Oito dias antes do Natal

 
Estou vivendo em dobro. Tenho vinte dedos e dois corações. (Sunny Lóra)



 
O único som que ouço é do teclado e do rádio ligado, bem baixinho. É domingo de manhã. Tudo no lugar, menos os meus pensamentos viajantes. Não entendo como uma senhorinha como eu, já de fios de cabelos brancos, trabalha a mente desta maneira vertiginosa. Acho que quero compensar o tempo perdido, quando eu era uma vaquinha de presépio e concordava com tudo para não criar conflitos com ninguém. Assim fui criada.



Durante muitos anos preferi ficar calada e sorrir sem vontade. Não era uma forma correta de comportamento, pois deixava de colocar minhas opiniões apenas para resguardar-me de problemas. Eu estava errada o tempo todo.

Oito dias para o Natal... Estou à procura dos cheiros de pinheiros da igreja e do presépio lindo, de ciprestes e caminhos de areia fina colorida com anilina. Na verdade, o que eu procuro é a minha infância de volta.

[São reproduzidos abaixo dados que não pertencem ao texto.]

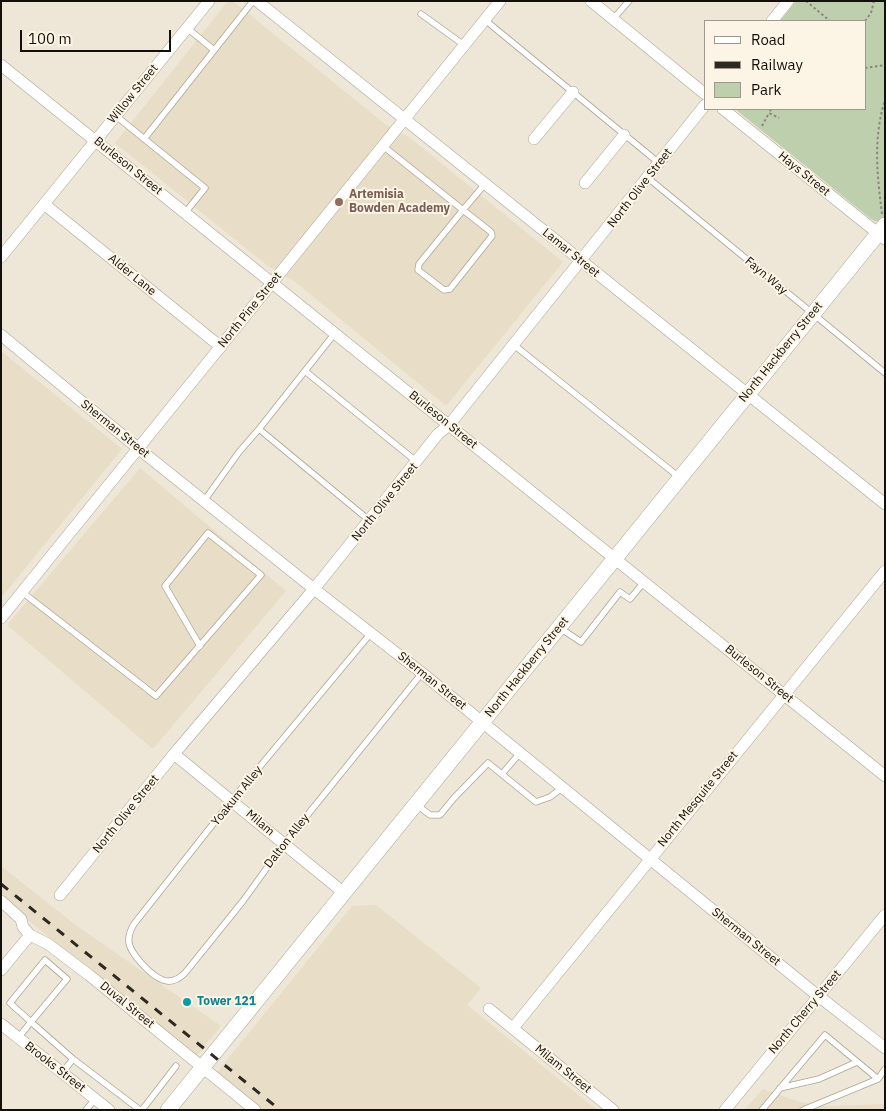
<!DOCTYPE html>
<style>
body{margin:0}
#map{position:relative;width:886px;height:1111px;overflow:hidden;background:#eee7d7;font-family:"IBM Plex Sans",sans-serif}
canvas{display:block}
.frame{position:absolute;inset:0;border:2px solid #13100b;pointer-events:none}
.legend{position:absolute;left:704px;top:20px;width:162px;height:90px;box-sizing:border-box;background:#fcf4e4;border:1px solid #9f998d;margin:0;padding:6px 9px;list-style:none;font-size:15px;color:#13100b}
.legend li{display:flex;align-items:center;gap:10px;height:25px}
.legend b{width:25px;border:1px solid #9f998d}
.scale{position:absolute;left:20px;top:30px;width:151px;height:22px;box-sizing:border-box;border:2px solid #13100b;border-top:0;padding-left:6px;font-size:15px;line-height:18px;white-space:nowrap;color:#13100b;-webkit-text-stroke:4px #fcf4e4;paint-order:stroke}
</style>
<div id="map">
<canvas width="886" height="1111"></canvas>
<div class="frame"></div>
<ul class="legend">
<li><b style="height:6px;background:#fff"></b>Road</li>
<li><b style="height:6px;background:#2c2822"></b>Railway</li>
<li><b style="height:14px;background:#becfae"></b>Park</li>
</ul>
<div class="scale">100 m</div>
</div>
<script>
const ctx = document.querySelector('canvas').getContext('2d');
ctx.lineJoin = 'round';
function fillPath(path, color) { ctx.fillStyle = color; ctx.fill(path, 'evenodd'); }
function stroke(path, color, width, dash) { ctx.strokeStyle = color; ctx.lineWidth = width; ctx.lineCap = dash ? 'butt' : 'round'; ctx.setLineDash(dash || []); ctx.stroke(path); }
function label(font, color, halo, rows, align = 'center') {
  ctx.font = font + ' "IBM Plex Sans",sans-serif'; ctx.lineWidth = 4; ctx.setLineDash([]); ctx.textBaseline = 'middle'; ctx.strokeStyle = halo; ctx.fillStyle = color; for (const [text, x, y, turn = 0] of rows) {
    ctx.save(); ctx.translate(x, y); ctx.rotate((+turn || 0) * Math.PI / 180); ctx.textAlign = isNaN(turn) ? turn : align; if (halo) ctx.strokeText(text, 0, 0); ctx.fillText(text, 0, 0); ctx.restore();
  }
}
const built = new Path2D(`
 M228,1h5l152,123 24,13 154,125 -117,144 -152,-125 -26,-15 -153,-123z
 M1,351l121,98 -121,149z
 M140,468l146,123 -133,158 -146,-124z
 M1,866l76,60 144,100 -25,31 -195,-159z
 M376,905l105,83 -14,17 130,105h-333l-47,-38 135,-166z
 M763,1089l37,13 26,4 59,-2v6h-141z`);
const green = new Path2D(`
 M796,1h89v216c-6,5 -8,6 -14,2l-136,-110h130v-88h-85z`);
const path = new Path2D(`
 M806,1l24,20
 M865,21l6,-8 3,-12
 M865,68l20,-3
 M771,109l-2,4 10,5
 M762,126l7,-13
 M882,214c-5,-39 -9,-76 3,-114`);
const service = new Path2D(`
 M421,14l43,31
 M613,19l16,-18
 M485,20l174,143
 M187,28l27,22
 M116,116l89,72 -20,25
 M144,139l109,-138
 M383,146l80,64 22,-26
 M648,178l237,195
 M463,210l28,22 1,4 -42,53 -6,1 -26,-20 1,-6z
 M335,333l-76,96 111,92
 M514,345l165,132
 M305,371l112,91
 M204,501l35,-49 20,-23
 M22,592l134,104 105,-121 -53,-42 -43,53 35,60
 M560,628l21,14 39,-50 10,7 14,-17
 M371,633l-139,167 -98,124c-3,5 -6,12 -5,19 2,11 22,33 34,37 8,3 16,-1 22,-7l58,-72 41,-57 138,-171
 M502,774l18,-21
 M417,805l13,10h10l14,-17 34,-35 48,39 14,-5 13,-10
 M18,1038l13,-16 -21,-19 35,-43 22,19 -36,43 42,37
 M62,1073l11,-14 67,51
 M780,1088l39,-9 38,-17
 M86,1110l9,-11
 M142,1110l34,-44
 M762,1110l63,-75 53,44
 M803,1110l75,-31 7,-10`);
const minor = new Path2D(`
 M257,1l628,503
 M591,1l114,93
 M772,21l16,-20
 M1,65l884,711
 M723,109l162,130
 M534,139l39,-47
 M585,183l39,-48
 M44,204l177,143
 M1,257l208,-256
 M1,335l138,114 175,140 108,84 390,318 73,57
 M1,618l499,-617
 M174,754l170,139
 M60,895l114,-141 140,-165 124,-155 11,-9 256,-320
 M1,901l20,18 2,8 7,8 18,9 41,31 166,135
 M1,970l29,-35
 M489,1009l124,101
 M1,1024l108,86
 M513,1028l372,-457
 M725,1110l160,-195`);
const secondary = new Path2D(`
 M168,1110l717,-885`);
const rail = new Path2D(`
 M1,884l279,226`);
const markers = [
 [339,202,5,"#8d6e63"],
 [187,1002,5,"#0f9aa8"]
];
const streetNames = [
 ["Willow Street",133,94,-51],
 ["Burleson Street",128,166,39],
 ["Hays Street",804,174,39],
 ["North Olive Street",640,188,-52],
 ["Lamar Street",571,253,39],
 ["Alder Lane",132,275,39],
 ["Fayn Way",766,276,40],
 ["North Pine Street",250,310,-51],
 ["North Hackberry Street",781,352,-51],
 ["Burleson Street",443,420,39],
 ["Sherman Street",115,429,39],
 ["North Olive Street",385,502,-51],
 ["North Hackberry Street",527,667,-51],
 ["Burleson Street",759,674,39],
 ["Sherman Street",432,681,39],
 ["Yoakum Alley",237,796,-51],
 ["North Mesquite Street",698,799,-51],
 ["North Olive Street",126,814,-51],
 ["Milam",260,823,40],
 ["Dalton Alley",287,841,-52],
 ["Sherman Street",746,937,39],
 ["Duval Street",127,1005,39],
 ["North Cherry Street",805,1012,-50],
 ["Brooks Street",55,1067,38],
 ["Milam Street",563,1069,39]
];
const educationNames = [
 ["Artemisia",349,195],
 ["Bowden Academy",349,209]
];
const cultureNames = [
 ["Tower 121",197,1002]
];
fillPath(built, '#e8ddc6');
fillPath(green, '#becfae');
stroke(service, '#aba495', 7);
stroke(minor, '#aba495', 12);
stroke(secondary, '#aba495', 16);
stroke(path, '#8b867b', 2, [2.5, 2.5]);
stroke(service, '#fff', 5.5);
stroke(minor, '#fff', 11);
stroke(secondary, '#fff', 15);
stroke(rail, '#2c2822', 3, [9, 9]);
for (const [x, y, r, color] of markers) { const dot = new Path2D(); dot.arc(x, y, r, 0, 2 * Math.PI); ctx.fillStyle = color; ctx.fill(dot); stroke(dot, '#fcf4e4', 2); }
label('12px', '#13100b', '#fcf4e4', streetNames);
label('bold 12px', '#785e54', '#fcf4e4', educationNames, 'left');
label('bold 12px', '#0d838f', '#fcf4e4', cultureNames, 'left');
</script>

Onde estão os cheiros de Natal? Foram se perdendo no ar, como as horas que passam. Não estou nostálgica hoje; apenas recordando os natais verdadeiros. É difícil de aceitar que aquele primeiro pinheirinho que a nossa irmã Eloiza enfeitou não existe mais. Sei que outros pinheiros vieram depois dele e crescem todos os dias nos campos de todos os lugares verdes que tanto amo. Mas aquele pinheiro... Era especial demais.

Nossa sala tinha uma mesa de madeira envernizada e quatro cadeiras. Uma mesinha de canto, de meio metro de altura. A mesa era enfeitada com toalhas bordas a mão. Os sábados de manhã eram dedicados à faxina. Cera e escovões pesados faziam parte de nossas vidas e a palha de aço era uma agressão às nossas mãos. Eu vivia com farpas que machucavam demais cada pedacinho das minhas, pequenas.

 

Hoje, tantos anos depois, quando eu arrumo minha casa, depois de tudo no lugar,  borrifo cheiros por todos os cômodos. Até as flores artificiais – adoro flor de pano também – ganham alguns respingos. Travesseiros ficam felizes quando recebem o cheirinho de erva-doce e de noite vão acolher meus pensamentos antes do sono.

Voltando à sala e as cadeiras, nossa irmã sempre foi fantástica para decoração. Tudo nela tinha mais cor e ela sabia – e sabe! – valorizar o pouco que tínhamos. O galho de goiabeira pintado de prata, lindo de viver, cheio de bolinhas muito pequenas, era tudo que podíamos ter.  Hoje eu ficaria feliz demais de ver uma árvore de natal assim, como era a nossa.



Ela arrumou o pinheirinho num canto da sala, agora com uma mesinha de canto, que abrigava o velho rádio de nosso pai, que era ligado apenas nos domingos depois da missa. Cuidadosamente colocou o rádio na única prateleira da mesa e, em seu lugar, o vaso de lata envolto em papel celofane e as oito bolinhas maiores, felizes por receber lacinhos vermelhos em cada uma delas. Ficou lindo!  Ela complementou os enfeites com um pacotinho de papel alumínio cortado em finas camadas e fez de conta que eram os raios de sol batendo na neve, feita de algodão em volta dos galhos!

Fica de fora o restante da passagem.